Gazans in Rafah are fearful of more collapses and the resultant sinkholes that could swallow up cars and houses (not to mention cemeteries.)
The smuggling has been almost too successful. There is now a glut of smuggled Egyptian fuel, and the prices for oil and gasoline have gone down. Egyptian smuggled fuel prices are now lower than that of fuel imported from Israel. Gasoline prices are now the lowest in ten years.

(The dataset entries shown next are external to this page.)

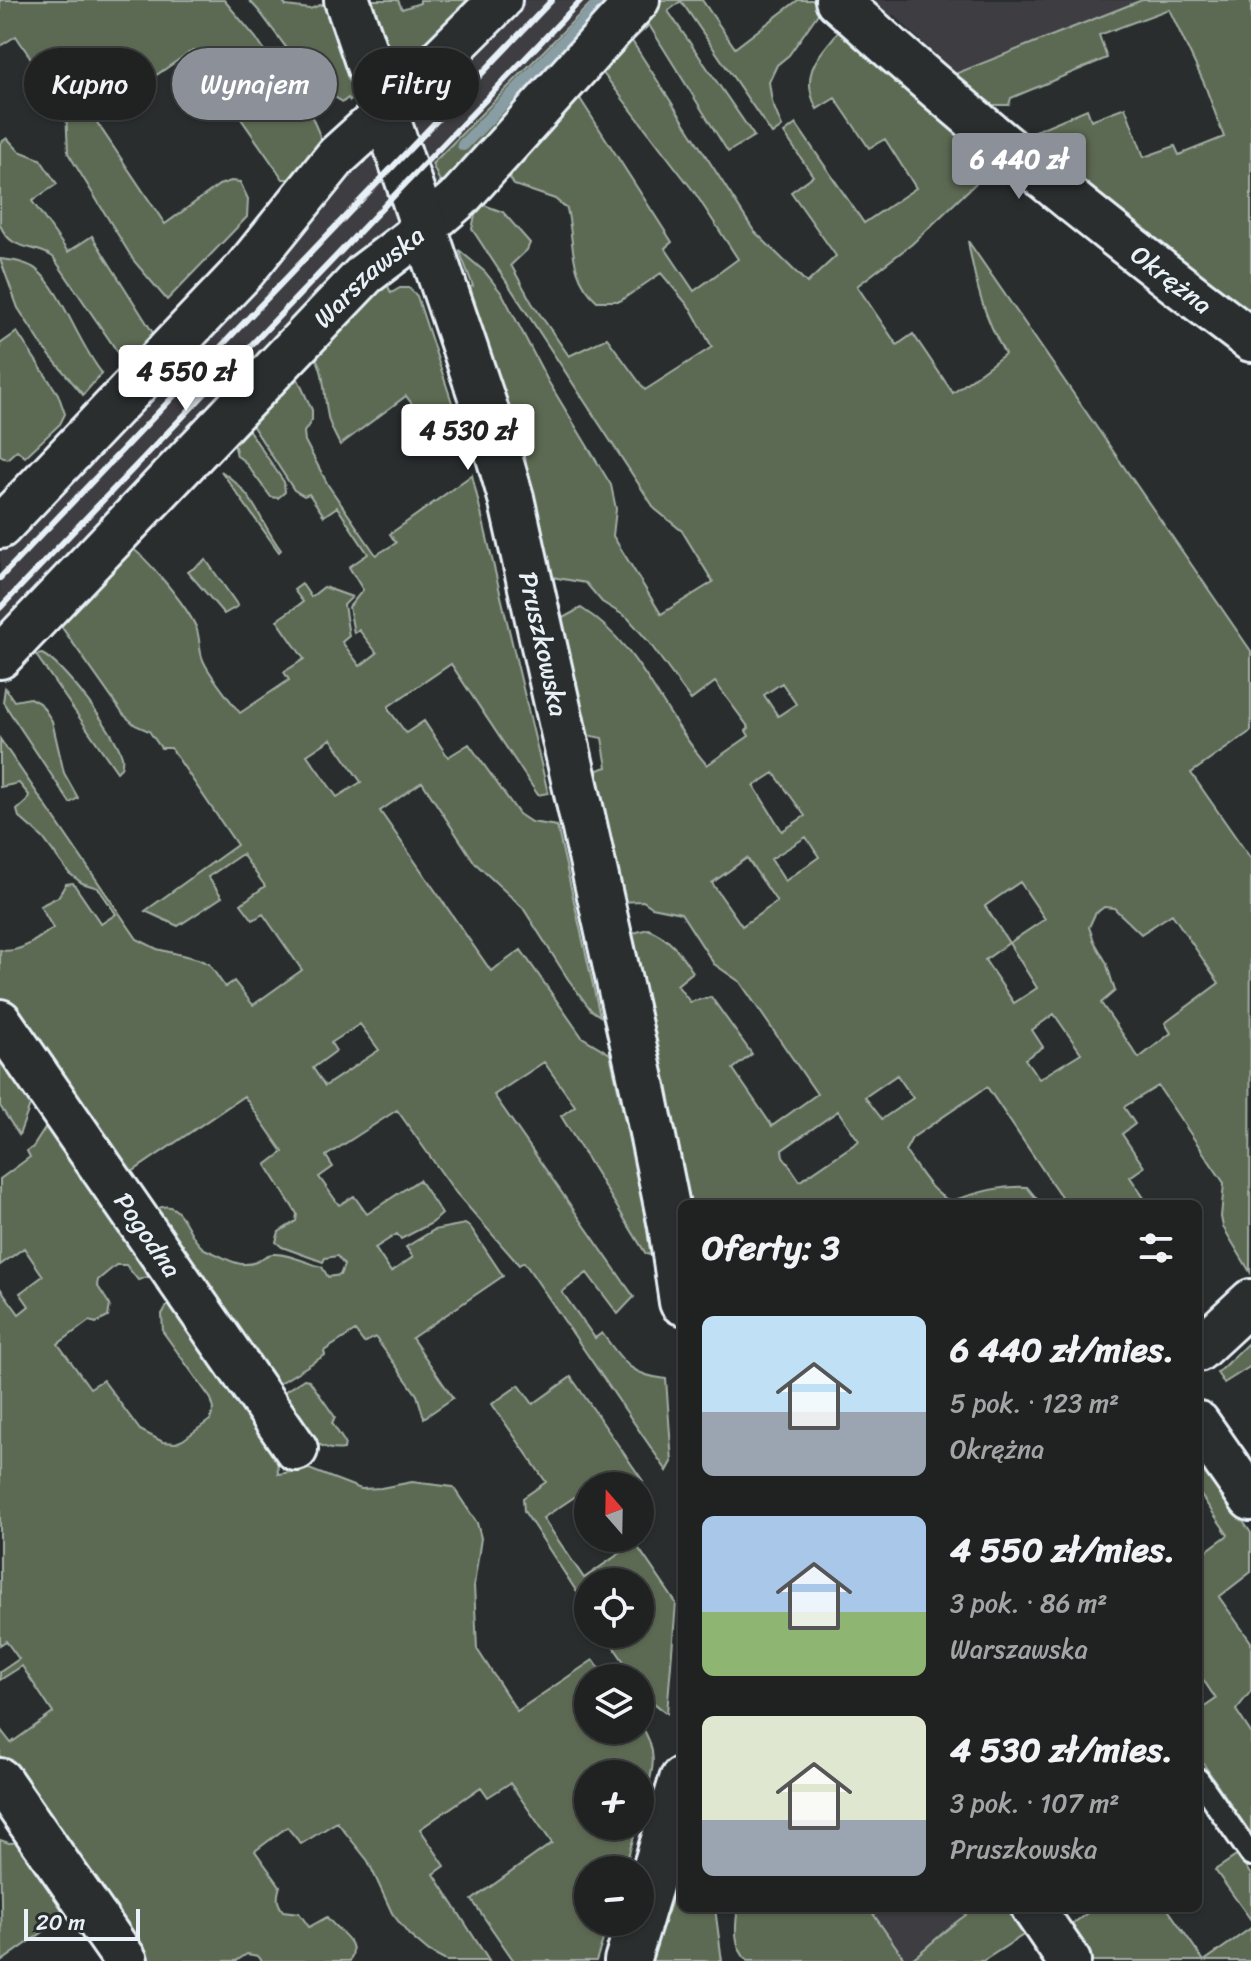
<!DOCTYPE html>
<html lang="pl">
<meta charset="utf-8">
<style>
:root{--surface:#202222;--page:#282a2a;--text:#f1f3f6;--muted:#a2a4a5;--line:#3d3f40;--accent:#8c9099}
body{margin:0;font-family:Sriracha,sans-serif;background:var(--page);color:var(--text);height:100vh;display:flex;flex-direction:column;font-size:30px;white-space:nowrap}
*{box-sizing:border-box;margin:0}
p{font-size:26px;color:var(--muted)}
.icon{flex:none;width:44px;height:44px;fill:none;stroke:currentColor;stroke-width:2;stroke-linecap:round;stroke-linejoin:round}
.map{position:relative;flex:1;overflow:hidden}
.sheet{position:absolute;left:678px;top:1200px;width:524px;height:712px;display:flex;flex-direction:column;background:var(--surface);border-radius:12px;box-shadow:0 2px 6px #0004,0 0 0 2px var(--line)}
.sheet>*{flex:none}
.banner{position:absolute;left:24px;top:48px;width:534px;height:72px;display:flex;gap:16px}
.needle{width:52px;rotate:340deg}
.tools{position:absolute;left:574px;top:1472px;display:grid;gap:16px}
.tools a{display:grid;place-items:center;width:80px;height:80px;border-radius:50%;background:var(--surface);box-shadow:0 2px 6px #0004,0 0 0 2px var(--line);font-size:40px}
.scale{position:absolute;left:24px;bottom:20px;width:116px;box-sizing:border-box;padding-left:8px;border:4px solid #e8f1f8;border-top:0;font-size:22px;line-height:28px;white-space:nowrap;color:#e8f1f8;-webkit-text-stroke:6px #2a2d2e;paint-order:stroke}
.price{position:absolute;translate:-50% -68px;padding:0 18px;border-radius:8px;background:#fff;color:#222;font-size:26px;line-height:52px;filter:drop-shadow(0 2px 4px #0008)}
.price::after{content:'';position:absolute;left:50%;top:48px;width:24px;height:18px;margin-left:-12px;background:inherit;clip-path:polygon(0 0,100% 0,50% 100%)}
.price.selected{background:var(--accent);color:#fff}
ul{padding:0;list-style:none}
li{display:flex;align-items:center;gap:24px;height:200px;padding:0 24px}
li span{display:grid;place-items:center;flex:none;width:224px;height:160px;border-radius:12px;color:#555}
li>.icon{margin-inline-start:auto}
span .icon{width:96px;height:96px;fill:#fffc;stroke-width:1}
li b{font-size:34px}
h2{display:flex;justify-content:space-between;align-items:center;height:96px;padding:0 24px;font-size:34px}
.tag{padding:0 28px;border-radius:36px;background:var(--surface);box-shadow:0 2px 6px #0004,0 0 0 2px var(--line);font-size:28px;line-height:72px}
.tag.selected{background:var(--accent);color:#fff}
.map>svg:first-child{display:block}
.built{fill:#3d3d42}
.green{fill:#5d6a52;stroke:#a2aea5;stroke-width:2;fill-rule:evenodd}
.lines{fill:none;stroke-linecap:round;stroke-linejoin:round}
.stream{stroke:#899da5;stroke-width:12}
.service-casing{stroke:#e8f1f8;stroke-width:26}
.minor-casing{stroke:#e8f1f8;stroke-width:48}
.tertiary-casing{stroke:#e8f1f8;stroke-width:50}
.service{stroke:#2a2d2e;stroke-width:20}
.minor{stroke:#2a2d2e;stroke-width:42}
.tertiary{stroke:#2a2d2e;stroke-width:44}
.rail{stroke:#e8f1f8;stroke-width:6}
.labels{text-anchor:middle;stroke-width:6;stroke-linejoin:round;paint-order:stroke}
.street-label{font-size:26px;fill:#e8f1f8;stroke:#2a2d2e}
</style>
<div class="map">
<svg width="1251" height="1961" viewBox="0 0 1251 1961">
<rect width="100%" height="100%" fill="#2a2d2e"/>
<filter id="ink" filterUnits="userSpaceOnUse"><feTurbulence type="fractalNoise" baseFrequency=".0125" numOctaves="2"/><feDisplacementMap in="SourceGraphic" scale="16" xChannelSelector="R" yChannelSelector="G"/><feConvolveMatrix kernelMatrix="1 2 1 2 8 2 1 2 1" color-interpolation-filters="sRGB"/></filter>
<g filter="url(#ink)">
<g class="built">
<path d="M512 0H594L432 164 443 185 0 641V543L354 163 415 120 421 96Z"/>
<path d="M875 0H1142L955 74 894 15 882 20 871 11Z"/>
<path d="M806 1908H1012L942 1961H843Z"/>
</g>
<g class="green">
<path d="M0 0H224L256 38 281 76 290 83 311 115 327 152 305 179H283L193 50 94 118 165 224 219 185 231 181 240 182 248 199 247 217 167 300 134 261 68 153 66 111 16 36 0 46Z"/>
<path d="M249 0H282L286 6 310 9 328 2 360 96 350 101 348 98 343 102 314 85 259 11Z"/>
<path d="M372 0H398L402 9 420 3V0H487L413 69 397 71Z"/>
<path d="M594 0H621L443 185 441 184 432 164Z"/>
<path d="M656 0H702L735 48 798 0H813L822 8 789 55 777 65 769 82 772 102 782 127 772 134 681 1 668 11 754 136 728 152 649 25 632 41 754 231 807 283 836 256 791 192 813 176 784 133 796 124 864 223 916 188 885 139 869 148 835 98 817 109C798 72 820 55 843 26L999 161 912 244 857 286 897 345 913 334 953 393 1005 354C983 314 976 286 968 241L1251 651V731L1191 773 1251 859 1250 1272 1223 1227 1221 1217 1224 1183 1158 1086 1124 1107 1135 1124 1122 1134 1144 1167 1130 1177 1148 1204H1066L987 1087 912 1138 905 1151C918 1168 930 1193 951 1201 977 1193 1000 1185 1027 1187L1041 1204H938L936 1201 932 1204H683L626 935 648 929C670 938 680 953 693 972L677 985 690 1002 711 997 752 1054 733 1069 772 1126 817 1094 740 982 714 964 681 913 652 907 643 901 619 902 591 772 607 767 602 738 582 734 557 621 581 608C640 644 662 714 707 765L749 736 746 731 749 728 715 682 691 700 648 641 628 618 602 602 586 583 546 576 467 305 475 302 470 287 473 286 459 250 485 272 503 295 548 381 611 485 616 509 613 536 661 614 713 582 682 531 655 509 472 229 475 215 484 205 503 212 530 243 527 250 511 265 532 303 569 356 607 338 645 390 712 347 691 309 661 273 620 301H597C568 275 575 243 567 209L555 199 514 185 508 174 581 94 579 97 672 242 665 248 694 291 738 259 695 193 596 64ZM782 683 796 704 778 716 764 695ZM774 773 805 816 782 831 754 786ZM806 837 819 857 785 881 771 859ZM747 858 777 902 742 926 712 883ZM1020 882 1045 919 1009 943 985 906ZM1104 907 1114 908 1141 934 1172 914 1219 983 1165 1023 1171 1033 1139 1058 1101 1003 1115 991 1106 962 1094 941 1089 927 1095 914ZM1009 943 1037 988 1014 1003 985 960ZM1054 1014 1081 1053 1039 1079 1025 1059 1043 1047 1032 1030ZM897 1075 913 1098 882 1119 865 1097ZM838 1111 859 1141 800 1181 783 1156 782 1150Z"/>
<path d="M1142 0H1251V321L1165 255 1152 234 1105 199 1040 145 1035 131 1087 109 1091 120 1125 107 1144 157 1175 146 1179 155 1224 137 1204 83 1169 9 1099 35 1107 58 1011 98 1009 105H992L955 74Z"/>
<path d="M7 138 19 151 40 159 57 184 32 201 68 252 92 236 160 344 137 368 119 354 53 257C33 243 12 253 0 225V143Z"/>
<path d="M0 259C12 260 27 262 37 270 62 291 79 345 102 373L83 395 46 351 18 308Z"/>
<path d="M385 279 391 293 400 288H409L417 296 464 439 462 443 445 418 431 429 406 396 340 445C336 437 332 430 329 421 323 399 327 373 313 353Z"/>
<path d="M17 332 58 394 65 414 60 424 25 457 17 450 7 459 0 455V344Z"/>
<path d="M297 377 312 410V420L304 432 305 441 328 485 376 555 396 543 390 534 472 475 548 793 538 795 451 664 389 706V710L406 733 424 721 448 757 469 744 519 814 531 822 557 826 600 1016 591 1010 568 979 523 908 475 863 422 782 380 811 491 971 521 950 582 1037 610 1054 640 1187 651 1255 646 1254 561 1116 575 1106 544 1062 494 1095 634 1297 618 1314 587 1273 562 1292 595 1338 602 1333C623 1361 629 1375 666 1379L672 1462 667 1471 524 1262 519 1265 456 1193 397 1110 326 1156 333 1167 319 1177 339 1205 354 1196 367 1214 419 1180 442 1214 432 1223 401 1239 397 1234 375 1248 391 1272 413 1257 406 1247 434 1230 465 1224 471 1228 503 1276 412 1338 453 1398 424 1418 417 1395 375 1337 364 1343 355 1331 324 1351 325 1355 274 1387 156 1219V1209C186 1195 186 1244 209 1251 225 1257 238 1269 256 1262 262 1259 266 1254 273 1254 288 1253 307 1263 322 1267L328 1277 340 1275 344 1265 337 1256 325 1258 323 1262 282 1247 276 1242 279 1232 296 1221 297 1214 266 1165 283 1152 244 1096 123 1178 0 1002V950C20 954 37 939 53 928L40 906 58 897 66 884 73 883 101 924 116 914 98 888 82 883 69 873 43 838 19 817 17 810 27 801 29 795 19 783 0 787V739L137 939 157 949 198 959 209 964 225 987 234 981 253 1005 302 970 263 914 253 920 241 904 265 886 242 854 208 877 222 897 178 926 145 911 237 845 171 748H161L149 731 135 725 123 714 61 626 58 610 129 546C148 558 187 607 196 627 200 637 199 648 202 657 205 669 232 703 240 713L289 680 284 672 304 659 277 620 303 602 294 590 302 584 311 597 324 587 352 597 344 605 349 636 342 642 360 666 377 653 359 630 354 633 349 607 363 590 349 567 368 554 337 507 324 516 309 494 304 496 294 490 252 425ZM331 739 361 782 337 797 307 755ZM360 1024 379 1050 325 1086 313 1068 336 1051 331 1043Z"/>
<path d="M248 429 284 482 285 492 278 498 271 497 244 461 237 456 234 443Z"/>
<path d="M221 471C256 495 258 519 281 550L279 552Z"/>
<path d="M206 560 238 606 224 614 188 572Z"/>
<path d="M42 654C63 664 115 733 122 756 123 761 122 764 121 768L117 772 36 655Z"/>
<path d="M5 688 14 701 30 698 41 704 52 721 64 773 78 798 70 803 3 702Z"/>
<path d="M0 1041 35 1092 19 1135 0 1106Z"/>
<path d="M51 1119 151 1276 138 1280 126 1265H116L98 1280 97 1285 110 1305 108 1317 96 1323 89 1321 58 1344 90 1388 103 1380 140 1430 163 1442 176 1443 183 1440 210 1420 214 1409 211 1399 163 1332 162 1314 174 1295 276 1441 278 1474 309 1469 361 1489 381 1488 412 1482 453 1487 477 1523 481 1538 474 1585 477 1649 517 1711 593 1660 607 1678H588V1730H640V1724C663 1756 650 1779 640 1814V1774H588V1826H637L624 1870H588V1922H609L596 1961H514L472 1900 552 1843 510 1783 488 1797 481 1787 420 1829 445 1866 434 1874 489 1961H446L429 1952 409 1935 392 1913 368 1861 337 1822 301 1844 287 1827 255 1851 280 1886C277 1896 276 1902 283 1911L299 1913 309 1927 327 1917C338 1933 361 1940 350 1961H262L258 1956 247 1954 236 1961H137L0 1764V1729L11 1743 53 1713 22 1666 0 1680V1672L19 1659 6 1641 0 1645V1288L19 1314 29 1306 20 1293 43 1276 24 1248 0 1265V1179L30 1157 27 1151 33 1147Z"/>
<path d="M1247 1344 1251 1351V1366L1224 1383 1217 1373Z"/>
<path d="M571 1377 643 1481 637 1486H605L600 1480 543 1518 584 1578 635 1543 676 1603 667 1713C655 1704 640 1695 640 1678H635L605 1634H640V1582H588V1609L524 1511 523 1498 546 1482 492 1404 519 1385 533 1404Z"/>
<path d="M304 1379 309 1380 335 1417 332 1423 345 1443 344 1449C312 1455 294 1417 279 1395Z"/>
<path d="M1198 1456 1251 1533V1572L1219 1597 1251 1642V1691L1236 1710 1251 1733V1834L1198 1756V1708L1200 1710 1216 1699 1198 1672V1557L1228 1535 1198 1491Z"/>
<path d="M0 1840 9 1843 29 1842 77 1908 2 1961Z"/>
<path d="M1238 1855 1251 1875V1920L1215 1870Z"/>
<path d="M682 1868V1908H715L722 1961H645L662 1910 668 1912Z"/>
<path d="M738 1908H869L906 1961H748C733 1948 735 1926 738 1908Z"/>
<path d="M962 1908H1012L1028 1932 983 1961H909C930 1946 945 1929 966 1915Z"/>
<path d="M1094 1908H1167L1204 1961 1251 1928V1961H1090L1067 1928Z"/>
</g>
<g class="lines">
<path class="stream" d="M463 145 604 0"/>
<g class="service-casing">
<path id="service" d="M1198 1779 1251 1855"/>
</g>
<g class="minor-casing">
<g id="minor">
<path id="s1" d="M837 0C970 120 1108 233 1251 340"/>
<path d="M0 527 244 271 337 156 402 97 500 0"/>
<path id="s2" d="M0 657 365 274 410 240 460 197 638 0"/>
<path id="s3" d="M0 1021 296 1449"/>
<path d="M1198 1350 1251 1301"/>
<path d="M1198 1423 1251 1499"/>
<path d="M0 1780 126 1961"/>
<path d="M1033 1908 1069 1961"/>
</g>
</g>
<g class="tertiary-casing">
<g id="tertiary">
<path id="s4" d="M347 0 484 405 511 498 643 1088 671 1226 682 1302"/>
<path d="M640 1919 682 1780"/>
<path d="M627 1961 639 1922"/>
</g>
</g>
<use href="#service" class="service"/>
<use href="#minor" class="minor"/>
<use href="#tertiary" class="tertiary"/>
<g class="rail">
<path d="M0 578 552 0"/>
<path d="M0 608 581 0"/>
</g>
</g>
</g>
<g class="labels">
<g class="street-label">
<text dy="9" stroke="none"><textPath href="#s2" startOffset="530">Warszawska</textPath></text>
<text dy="9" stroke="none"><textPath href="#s1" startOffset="436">Okrężna</textPath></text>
<text dy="9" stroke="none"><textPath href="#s4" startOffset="674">Pruszkowska</textPath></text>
<text dy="9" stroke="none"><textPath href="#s3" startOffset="260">Pogodna</textPath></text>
</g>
</g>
</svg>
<div class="tools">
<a><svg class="needle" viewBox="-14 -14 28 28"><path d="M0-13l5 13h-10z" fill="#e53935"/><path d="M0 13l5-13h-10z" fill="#a2a4a5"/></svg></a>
<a><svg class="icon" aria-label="locate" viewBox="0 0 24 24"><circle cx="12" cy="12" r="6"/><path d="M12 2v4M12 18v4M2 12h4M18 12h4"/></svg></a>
<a><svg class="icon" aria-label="layers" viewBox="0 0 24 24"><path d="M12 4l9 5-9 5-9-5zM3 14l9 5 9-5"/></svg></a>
<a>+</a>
<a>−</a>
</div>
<div class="scale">20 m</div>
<b class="price selected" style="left:1019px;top:201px">6 440 zł</b>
<b class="price" style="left:186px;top:413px">4 550 zł</b>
<b class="price" style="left:468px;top:472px">4 530 zł</b>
<div class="banner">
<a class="tag">Kupno</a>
<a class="tag selected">Wynajem</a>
<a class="tag">Filtry</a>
</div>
<section class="sheet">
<h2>Oferty: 3<svg class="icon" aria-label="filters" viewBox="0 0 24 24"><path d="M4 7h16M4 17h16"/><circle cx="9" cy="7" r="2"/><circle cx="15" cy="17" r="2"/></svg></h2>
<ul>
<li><span style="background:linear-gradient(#bfe0f5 60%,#9aa5b1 0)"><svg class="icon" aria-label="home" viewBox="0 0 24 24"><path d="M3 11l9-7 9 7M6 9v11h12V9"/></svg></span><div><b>6 440 zł/mies.</b><p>5 pok. · 123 m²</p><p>Okrężna</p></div></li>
<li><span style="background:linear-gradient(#a9c7e8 60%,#8fb573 0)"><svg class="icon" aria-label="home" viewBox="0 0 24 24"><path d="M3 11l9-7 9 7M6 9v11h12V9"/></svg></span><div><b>4 550 zł/mies.</b><p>3 pok. · 86 m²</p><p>Warszawska</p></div></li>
<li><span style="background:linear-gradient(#dfe7d0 65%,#9aa5b1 0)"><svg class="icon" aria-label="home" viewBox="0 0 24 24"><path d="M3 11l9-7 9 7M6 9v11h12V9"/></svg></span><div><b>4 530 zł/mies.</b><p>3 pok. · 107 m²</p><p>Pruszkowska</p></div></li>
</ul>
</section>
</div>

Of course, NGOs are going to continue to tell the world sob stories about how Palestinian Arabs in Gaza have no fuel. The weekly PCHR report, which gets picked up by other information outlets like ReliefWeb, will have statements like this from last week:
Health services continue to be severely affected by the siege, with healthcare facilities also registering a 25% drop in clients due to continuing chronic fuel shortages.It is not a fuel shortage - it is that Hamas is not prioritizing the delivery of fuel to critical infrastructure. Hamas couldn't care less about clean water because if Gazans get sick, Hamas just blames Israel and the world's NGOs happily follow suit.
Water facilities, including access to clean drinking water, and the treatment of raw sewage continue to be severely disrupted by fuel shortages. 50-60 million liters of untreated and partially treated sewage are being dumped into the Gaza Strip Mediterranean Sea daily, posing a public health risk.
Egypt claims to have destroyed three tunnels over the weekend.